Thank you for your interest in contributing to ContextGem! This document provides guidelines and instructions for contributing to the project.
Please read our Code of Conduct to understand the expectations for all interactions within the project.
Before your contribution can be accepted, you must sign our Contributor Agreement. This is a legal document that grants us the necessary rights to use your contribution. The agreement is based on the Oracle Contributor Agreement and this requirement follows OpenSSF Best Practices for silver-level criteria (section "Project oversight").
To sign the agreement:
- Read the Contributor Agreement carefully
- Create a copy of the agreement under
.github/contributors/[your-github-username].md - Fill in all the requested information and include it in your first pull request
This repository is AI agent-friendly and includes configuration files to help AI coding assistants understand the codebase:
- AGENTS.md - Project overview, architecture patterns, coding conventions, and workflow guidelines for AI assistants (agents.md standard)
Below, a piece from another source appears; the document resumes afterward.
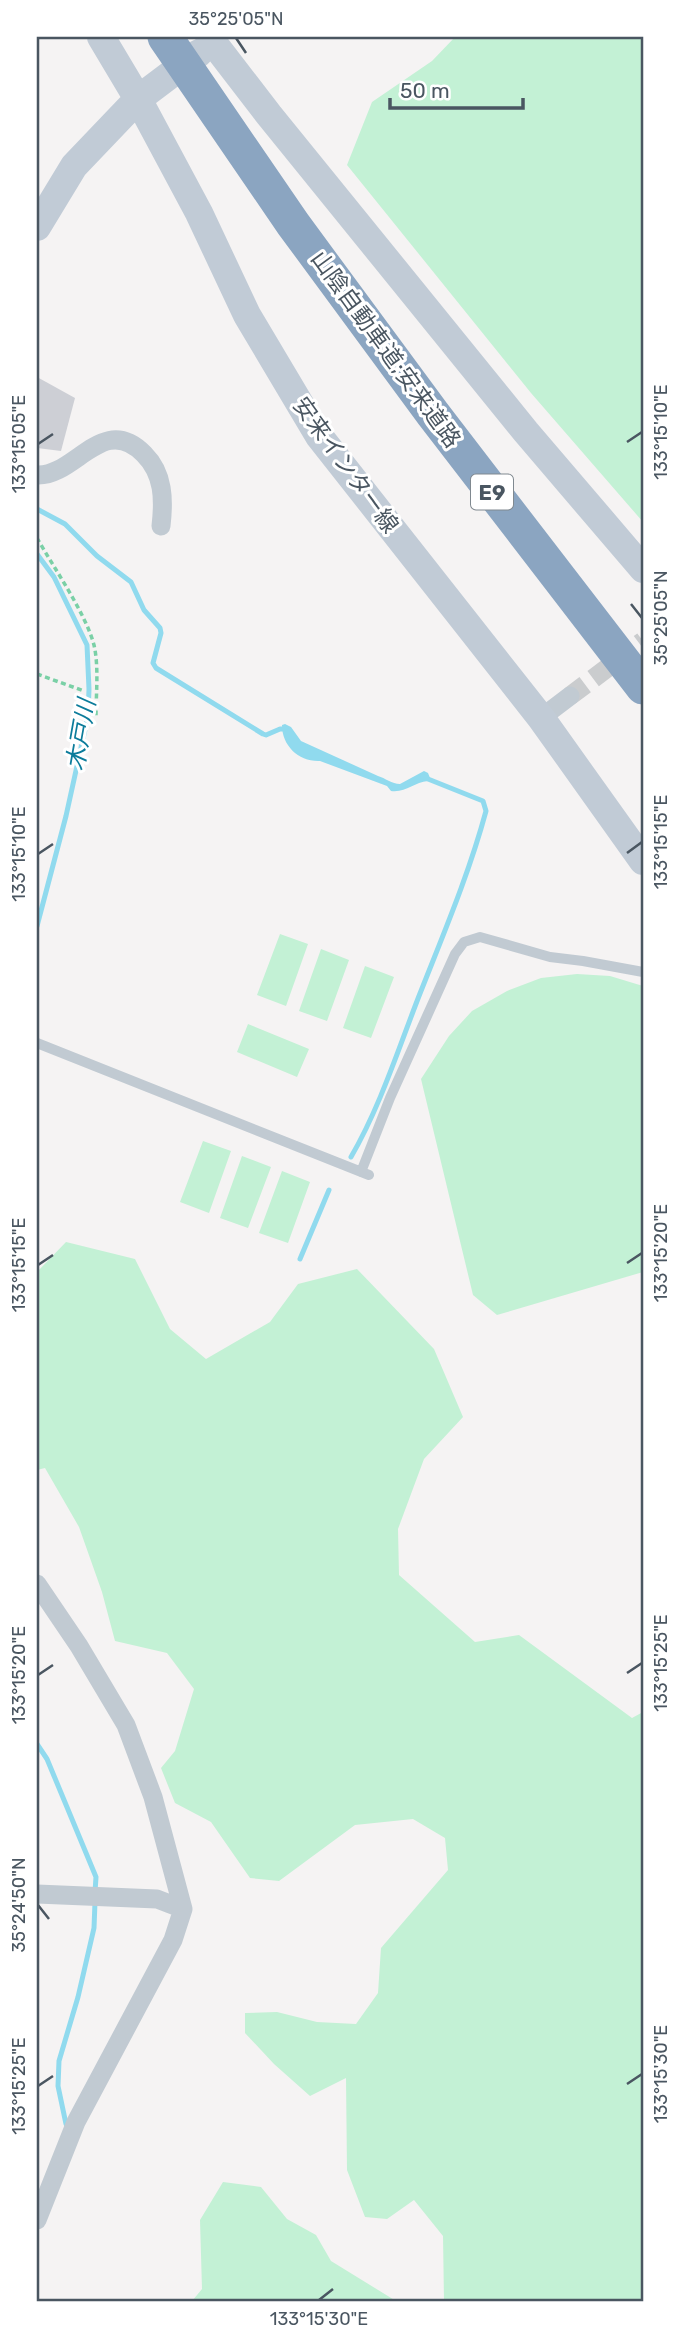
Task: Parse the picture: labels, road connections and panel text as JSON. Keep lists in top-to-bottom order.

- CLAUDE.md - Configuration for Claude Code
When using AI assistants (Claude Code, Cursor, etc.) to contribute:
- Review AI-generated code - Always verify changes follow project patterns and pass tests
- Handle VCR cassettes yourself - AI assistants should not run tests that call LLM APIs without existing cassettes
- Manage git operations yourself - Review and commit changes manually rather than letting AI handle git
💡 Tip: AI assistants work best when given specific, focused tasks. Break large contributions into smaller pieces for better results.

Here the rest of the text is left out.